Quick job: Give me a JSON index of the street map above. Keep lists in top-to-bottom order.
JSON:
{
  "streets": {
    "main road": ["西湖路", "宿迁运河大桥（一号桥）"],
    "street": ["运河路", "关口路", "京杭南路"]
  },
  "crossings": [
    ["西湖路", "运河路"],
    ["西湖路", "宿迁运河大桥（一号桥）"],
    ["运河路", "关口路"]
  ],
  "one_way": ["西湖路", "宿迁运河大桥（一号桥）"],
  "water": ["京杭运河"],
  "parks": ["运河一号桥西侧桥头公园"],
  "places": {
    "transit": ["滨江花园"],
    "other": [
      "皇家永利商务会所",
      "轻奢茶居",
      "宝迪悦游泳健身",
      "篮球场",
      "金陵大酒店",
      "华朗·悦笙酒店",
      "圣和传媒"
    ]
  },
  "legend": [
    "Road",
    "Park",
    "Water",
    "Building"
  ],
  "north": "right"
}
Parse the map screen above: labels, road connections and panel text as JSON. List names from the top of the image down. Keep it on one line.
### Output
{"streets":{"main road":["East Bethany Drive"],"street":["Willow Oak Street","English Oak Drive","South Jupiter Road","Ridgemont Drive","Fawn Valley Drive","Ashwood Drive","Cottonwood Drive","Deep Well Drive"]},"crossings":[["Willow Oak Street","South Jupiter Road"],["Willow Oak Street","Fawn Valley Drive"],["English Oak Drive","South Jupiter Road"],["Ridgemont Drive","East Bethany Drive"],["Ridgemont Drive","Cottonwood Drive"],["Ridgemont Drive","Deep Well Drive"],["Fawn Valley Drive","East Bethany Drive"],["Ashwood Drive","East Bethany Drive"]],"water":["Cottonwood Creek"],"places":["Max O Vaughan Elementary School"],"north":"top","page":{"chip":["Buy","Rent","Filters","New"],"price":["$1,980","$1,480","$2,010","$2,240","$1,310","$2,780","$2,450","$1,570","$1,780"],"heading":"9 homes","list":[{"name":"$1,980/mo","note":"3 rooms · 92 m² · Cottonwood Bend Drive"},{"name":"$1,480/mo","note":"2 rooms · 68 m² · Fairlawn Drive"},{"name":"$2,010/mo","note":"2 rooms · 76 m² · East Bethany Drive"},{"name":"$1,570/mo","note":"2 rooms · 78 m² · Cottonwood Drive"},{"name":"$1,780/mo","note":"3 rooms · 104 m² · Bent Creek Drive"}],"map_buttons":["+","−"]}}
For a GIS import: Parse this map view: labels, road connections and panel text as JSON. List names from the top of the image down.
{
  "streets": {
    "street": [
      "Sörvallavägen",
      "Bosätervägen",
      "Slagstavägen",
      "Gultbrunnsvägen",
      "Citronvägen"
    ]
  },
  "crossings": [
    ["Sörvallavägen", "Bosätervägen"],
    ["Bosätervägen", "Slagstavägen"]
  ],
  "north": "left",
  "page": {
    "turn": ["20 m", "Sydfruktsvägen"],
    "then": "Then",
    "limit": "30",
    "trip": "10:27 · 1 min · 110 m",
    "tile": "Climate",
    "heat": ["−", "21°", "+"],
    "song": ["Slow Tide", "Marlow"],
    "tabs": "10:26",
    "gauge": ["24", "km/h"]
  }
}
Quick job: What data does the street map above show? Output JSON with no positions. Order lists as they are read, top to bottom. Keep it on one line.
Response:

▸ **THE PROBLEM**: Return all of the data exactly as it reads.

▸ **ANSWER FOR THIS EXERCISE**:
Quick job: Give me a JSON index of the street map above. Keep lists in top-to-bottom order.
JSON:
{
  "streets": {
    "main road": ["西湖路", "宿迁运河大桥（一号桥）"],
    "street": ["运河路", "关口路", "京杭南路"]
  },
  "crossings": [
    ["西湖路", "运河路"],
    ["西湖路", "宿迁运河大桥（一号桥）"],
    ["运河路", "关口路"]
  ],
  "one_way": ["西湖路", "宿迁运河大桥（一号桥）"],
  "water": ["京杭运河"],
  "parks": ["运河一号桥西侧桥头公园"],
  "places": {
    "transit": ["滨江花园"],
    "other": [
      "皇家永利商务会所",
      "轻奢茶居",
      "宝迪悦游泳健身",
      "篮球场",
      "金陵大酒店",
      "华朗·悦笙酒店",
      "圣和传媒"
    ]
  },
  "legend": [
    "Road",
    "Park",
    "Water",
    "Building"
  ],
  "north": "right"
}
Parse the map screen above: labels, road connections and panel text as JSON. List names from the top of the image down. Keep it on one line.
### Output
{"streets":{"main road":["East Bethany Drive"],"street":["Willow Oak Street","English Oak Drive","South Jupiter Road","Ridgemont Drive","Fawn Valley Drive","Ashwood Drive","Cottonwood Drive","Deep Well Drive"]},"crossings":[["Willow Oak Street","South Jupiter Road"],["Willow Oak Street","Fawn Valley Drive"],["English Oak Drive","South Jupiter Road"],["Ridgemont Drive","East Bethany Drive"],["Ridgemont Drive","Cottonwood Drive"],["Ridgemont Drive","Deep Well Drive"],["Fawn Valley Drive","East Bethany Drive"],["Ashwood Drive","East Bethany Drive"]],"water":["Cottonwood Creek"],"places":["Max O Vaughan Elementary School"],"north":"top","page":{"chip":["Buy","Rent","Filters","New"],"price":["$1,980","$1,480","$2,010","$2,240","$1,310","$2,780","$2,450","$1,570","$1,780"],"heading":"9 homes","list":[{"name":"$1,980/mo","note":"3 rooms · 92 m² · Cottonwood Bend Drive"},{"name":"$1,480/mo","note":"2 rooms · 68 m² · Fairlawn Drive"},{"name":"$2,010/mo","note":"2 rooms · 76 m² · East Bethany Drive"},{"name":"$1,570/mo","note":"2 rooms · 78 m² · Cottonwood Drive"},{"name":"$1,780/mo","note":"3 rooms · 104 m² · Bent Creek Drive"}],"map_buttons":["+","−"]}}
For a GIS import: Parse this map view: labels, road connections and panel text as JSON. List names from the top of the image down.
{
  "streets": {
    "street": [
      "Sörvallavägen",
      "Bosätervägen",
      "Slagstavägen",
      "Gultbrunnsvägen",
      "Citronvägen"
    ]
  },
  "crossings": [
    ["Sörvallavägen", "Bosätervägen"],
    ["Bosätervägen", "Slagstavägen"]
  ],
  "north": "left",
  "page": {
    "turn": ["20 m", "Sydfruktsvägen"],
    "then": "Then",
    "limit": "30",
    "trip": "10:27 · 1 min · 110 m",
    "tile": "Climate",
    "heat": ["−", "21°", "+"],
    "song": ["Slow Tide", "Marlow"],
    "tabs": "10:26",
    "gauge": ["24", "km/h"]
  }
}
Quick job: What data does the street map above show? Output JSON with no positions. Order lists as they are read, top to bottom. Keep it on one line.
Response:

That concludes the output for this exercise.